** Task objective **
Count the lines in the data below that include the word "body", then state the total and nothing besides.

** Data for analysis **
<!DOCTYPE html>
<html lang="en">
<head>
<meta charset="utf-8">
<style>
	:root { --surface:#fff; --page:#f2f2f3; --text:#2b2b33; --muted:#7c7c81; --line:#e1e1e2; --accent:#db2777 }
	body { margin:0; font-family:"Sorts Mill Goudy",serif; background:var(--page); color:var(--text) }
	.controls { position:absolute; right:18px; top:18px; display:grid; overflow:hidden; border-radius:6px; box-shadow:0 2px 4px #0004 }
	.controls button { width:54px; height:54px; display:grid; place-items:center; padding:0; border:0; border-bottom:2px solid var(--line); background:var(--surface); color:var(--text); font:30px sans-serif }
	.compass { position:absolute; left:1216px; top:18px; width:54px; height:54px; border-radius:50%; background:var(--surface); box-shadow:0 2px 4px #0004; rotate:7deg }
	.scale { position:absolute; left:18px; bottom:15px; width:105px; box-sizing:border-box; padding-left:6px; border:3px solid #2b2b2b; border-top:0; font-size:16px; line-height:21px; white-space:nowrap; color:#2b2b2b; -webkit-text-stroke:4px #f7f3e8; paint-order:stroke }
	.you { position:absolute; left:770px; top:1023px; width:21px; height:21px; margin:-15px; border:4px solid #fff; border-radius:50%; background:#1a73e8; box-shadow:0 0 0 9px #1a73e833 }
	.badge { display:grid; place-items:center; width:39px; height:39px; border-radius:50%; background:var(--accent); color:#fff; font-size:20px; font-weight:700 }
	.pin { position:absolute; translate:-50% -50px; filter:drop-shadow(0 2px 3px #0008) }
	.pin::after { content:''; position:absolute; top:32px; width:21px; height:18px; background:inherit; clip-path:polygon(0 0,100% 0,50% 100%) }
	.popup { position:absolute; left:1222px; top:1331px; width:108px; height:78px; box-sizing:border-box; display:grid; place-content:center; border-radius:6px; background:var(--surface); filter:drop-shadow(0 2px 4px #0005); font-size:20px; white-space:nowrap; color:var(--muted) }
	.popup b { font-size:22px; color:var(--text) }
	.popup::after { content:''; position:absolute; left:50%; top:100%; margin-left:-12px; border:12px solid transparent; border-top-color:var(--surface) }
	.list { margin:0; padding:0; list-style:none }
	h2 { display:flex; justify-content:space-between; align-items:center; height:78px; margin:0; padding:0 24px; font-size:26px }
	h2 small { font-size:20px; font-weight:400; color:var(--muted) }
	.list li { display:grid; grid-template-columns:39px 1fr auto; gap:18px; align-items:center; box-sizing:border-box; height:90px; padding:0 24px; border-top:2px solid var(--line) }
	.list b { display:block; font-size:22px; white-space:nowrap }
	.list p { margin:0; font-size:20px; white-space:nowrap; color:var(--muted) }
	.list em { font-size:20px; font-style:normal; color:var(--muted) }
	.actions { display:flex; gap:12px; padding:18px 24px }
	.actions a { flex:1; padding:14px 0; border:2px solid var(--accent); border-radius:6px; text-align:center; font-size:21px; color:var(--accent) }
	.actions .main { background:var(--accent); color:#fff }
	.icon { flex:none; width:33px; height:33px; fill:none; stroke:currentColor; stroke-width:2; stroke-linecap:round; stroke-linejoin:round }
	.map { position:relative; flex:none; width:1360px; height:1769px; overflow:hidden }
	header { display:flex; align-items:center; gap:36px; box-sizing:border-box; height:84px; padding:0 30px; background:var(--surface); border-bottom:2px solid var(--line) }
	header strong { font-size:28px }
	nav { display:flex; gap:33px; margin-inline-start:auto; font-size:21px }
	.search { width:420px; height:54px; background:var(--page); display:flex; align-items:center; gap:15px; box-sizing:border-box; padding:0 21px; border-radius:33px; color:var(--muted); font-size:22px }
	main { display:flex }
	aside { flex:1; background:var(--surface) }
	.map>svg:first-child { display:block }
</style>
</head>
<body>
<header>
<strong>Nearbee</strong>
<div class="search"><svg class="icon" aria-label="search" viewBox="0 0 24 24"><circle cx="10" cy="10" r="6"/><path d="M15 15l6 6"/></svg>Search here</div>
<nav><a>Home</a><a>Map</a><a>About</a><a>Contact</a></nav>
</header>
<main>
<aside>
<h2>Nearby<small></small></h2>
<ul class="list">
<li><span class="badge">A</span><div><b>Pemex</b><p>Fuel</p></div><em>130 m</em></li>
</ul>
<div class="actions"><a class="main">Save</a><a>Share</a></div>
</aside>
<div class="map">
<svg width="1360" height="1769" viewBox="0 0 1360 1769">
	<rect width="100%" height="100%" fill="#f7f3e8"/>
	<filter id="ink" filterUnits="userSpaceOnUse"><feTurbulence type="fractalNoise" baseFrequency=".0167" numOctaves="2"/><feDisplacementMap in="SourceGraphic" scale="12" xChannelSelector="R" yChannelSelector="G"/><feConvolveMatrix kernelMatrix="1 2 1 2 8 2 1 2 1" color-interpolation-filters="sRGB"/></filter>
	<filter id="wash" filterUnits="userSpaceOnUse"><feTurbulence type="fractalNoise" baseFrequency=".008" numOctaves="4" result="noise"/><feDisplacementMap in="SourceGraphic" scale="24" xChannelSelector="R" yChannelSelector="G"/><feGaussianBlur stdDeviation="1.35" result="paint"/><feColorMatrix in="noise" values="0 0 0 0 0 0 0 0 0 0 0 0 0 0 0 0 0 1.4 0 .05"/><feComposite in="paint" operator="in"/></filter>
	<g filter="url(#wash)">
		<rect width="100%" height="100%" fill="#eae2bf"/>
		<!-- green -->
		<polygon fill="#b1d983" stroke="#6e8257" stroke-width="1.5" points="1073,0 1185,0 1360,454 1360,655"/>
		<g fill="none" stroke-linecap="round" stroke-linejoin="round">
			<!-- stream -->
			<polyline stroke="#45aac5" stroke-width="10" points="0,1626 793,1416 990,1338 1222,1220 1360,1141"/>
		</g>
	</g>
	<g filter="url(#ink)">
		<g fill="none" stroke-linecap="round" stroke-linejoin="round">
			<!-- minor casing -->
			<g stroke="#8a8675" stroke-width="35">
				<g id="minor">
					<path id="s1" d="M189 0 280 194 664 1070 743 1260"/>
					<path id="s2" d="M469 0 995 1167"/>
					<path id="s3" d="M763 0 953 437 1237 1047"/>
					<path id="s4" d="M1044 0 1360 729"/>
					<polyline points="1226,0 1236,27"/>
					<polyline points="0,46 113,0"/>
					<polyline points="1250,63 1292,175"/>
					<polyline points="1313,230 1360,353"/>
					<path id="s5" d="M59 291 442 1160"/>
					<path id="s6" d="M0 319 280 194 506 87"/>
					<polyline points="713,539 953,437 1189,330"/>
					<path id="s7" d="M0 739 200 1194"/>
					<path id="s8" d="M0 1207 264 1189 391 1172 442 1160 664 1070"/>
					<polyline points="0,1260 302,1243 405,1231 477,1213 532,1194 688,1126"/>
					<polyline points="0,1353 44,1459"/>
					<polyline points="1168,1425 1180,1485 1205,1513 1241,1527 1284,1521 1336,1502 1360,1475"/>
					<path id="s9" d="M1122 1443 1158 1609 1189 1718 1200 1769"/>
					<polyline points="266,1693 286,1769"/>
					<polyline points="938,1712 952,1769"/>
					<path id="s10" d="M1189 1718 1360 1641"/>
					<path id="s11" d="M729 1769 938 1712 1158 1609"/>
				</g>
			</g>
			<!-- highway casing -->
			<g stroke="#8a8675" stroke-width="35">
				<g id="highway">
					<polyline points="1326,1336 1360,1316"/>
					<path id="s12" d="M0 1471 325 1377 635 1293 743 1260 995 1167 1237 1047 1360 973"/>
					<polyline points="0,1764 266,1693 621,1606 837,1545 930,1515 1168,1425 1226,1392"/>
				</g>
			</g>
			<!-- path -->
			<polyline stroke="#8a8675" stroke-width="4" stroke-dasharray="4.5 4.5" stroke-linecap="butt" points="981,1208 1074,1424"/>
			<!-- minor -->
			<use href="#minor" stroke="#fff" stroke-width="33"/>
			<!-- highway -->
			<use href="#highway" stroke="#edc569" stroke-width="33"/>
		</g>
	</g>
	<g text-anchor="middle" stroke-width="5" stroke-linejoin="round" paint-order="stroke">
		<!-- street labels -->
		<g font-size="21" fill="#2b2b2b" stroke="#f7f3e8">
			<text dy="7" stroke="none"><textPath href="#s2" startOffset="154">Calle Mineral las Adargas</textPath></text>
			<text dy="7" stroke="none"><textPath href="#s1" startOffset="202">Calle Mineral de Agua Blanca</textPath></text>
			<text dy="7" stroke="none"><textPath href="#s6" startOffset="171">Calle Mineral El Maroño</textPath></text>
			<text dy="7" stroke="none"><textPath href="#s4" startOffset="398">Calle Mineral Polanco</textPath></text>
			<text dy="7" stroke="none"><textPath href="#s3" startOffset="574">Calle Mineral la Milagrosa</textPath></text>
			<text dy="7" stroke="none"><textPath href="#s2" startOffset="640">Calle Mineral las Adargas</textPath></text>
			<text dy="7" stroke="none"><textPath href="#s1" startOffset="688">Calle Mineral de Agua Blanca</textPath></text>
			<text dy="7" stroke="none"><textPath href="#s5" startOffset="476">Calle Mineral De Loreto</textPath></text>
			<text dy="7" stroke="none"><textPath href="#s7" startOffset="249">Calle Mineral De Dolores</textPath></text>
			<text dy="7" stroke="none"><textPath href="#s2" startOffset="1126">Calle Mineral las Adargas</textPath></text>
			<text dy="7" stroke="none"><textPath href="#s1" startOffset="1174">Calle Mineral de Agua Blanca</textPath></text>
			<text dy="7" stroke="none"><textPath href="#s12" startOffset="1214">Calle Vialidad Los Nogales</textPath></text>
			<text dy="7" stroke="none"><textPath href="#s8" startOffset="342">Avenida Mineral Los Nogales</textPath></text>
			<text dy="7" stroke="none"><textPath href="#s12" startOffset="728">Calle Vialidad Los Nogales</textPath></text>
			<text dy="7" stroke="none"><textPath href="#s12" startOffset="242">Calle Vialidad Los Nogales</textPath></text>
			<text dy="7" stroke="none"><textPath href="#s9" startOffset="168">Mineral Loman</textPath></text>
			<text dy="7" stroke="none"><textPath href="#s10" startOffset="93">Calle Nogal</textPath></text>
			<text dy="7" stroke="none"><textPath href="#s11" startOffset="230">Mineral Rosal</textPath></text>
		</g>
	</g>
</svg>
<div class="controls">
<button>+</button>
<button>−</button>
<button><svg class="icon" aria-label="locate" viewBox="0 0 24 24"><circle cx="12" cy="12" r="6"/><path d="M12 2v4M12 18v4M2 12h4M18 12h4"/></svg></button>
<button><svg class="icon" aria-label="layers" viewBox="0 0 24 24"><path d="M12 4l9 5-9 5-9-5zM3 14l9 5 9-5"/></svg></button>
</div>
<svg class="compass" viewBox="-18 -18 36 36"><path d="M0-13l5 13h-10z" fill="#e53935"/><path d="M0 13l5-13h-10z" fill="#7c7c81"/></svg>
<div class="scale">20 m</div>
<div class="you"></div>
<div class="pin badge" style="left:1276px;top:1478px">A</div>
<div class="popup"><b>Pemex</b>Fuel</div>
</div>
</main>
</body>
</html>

** Task output **
3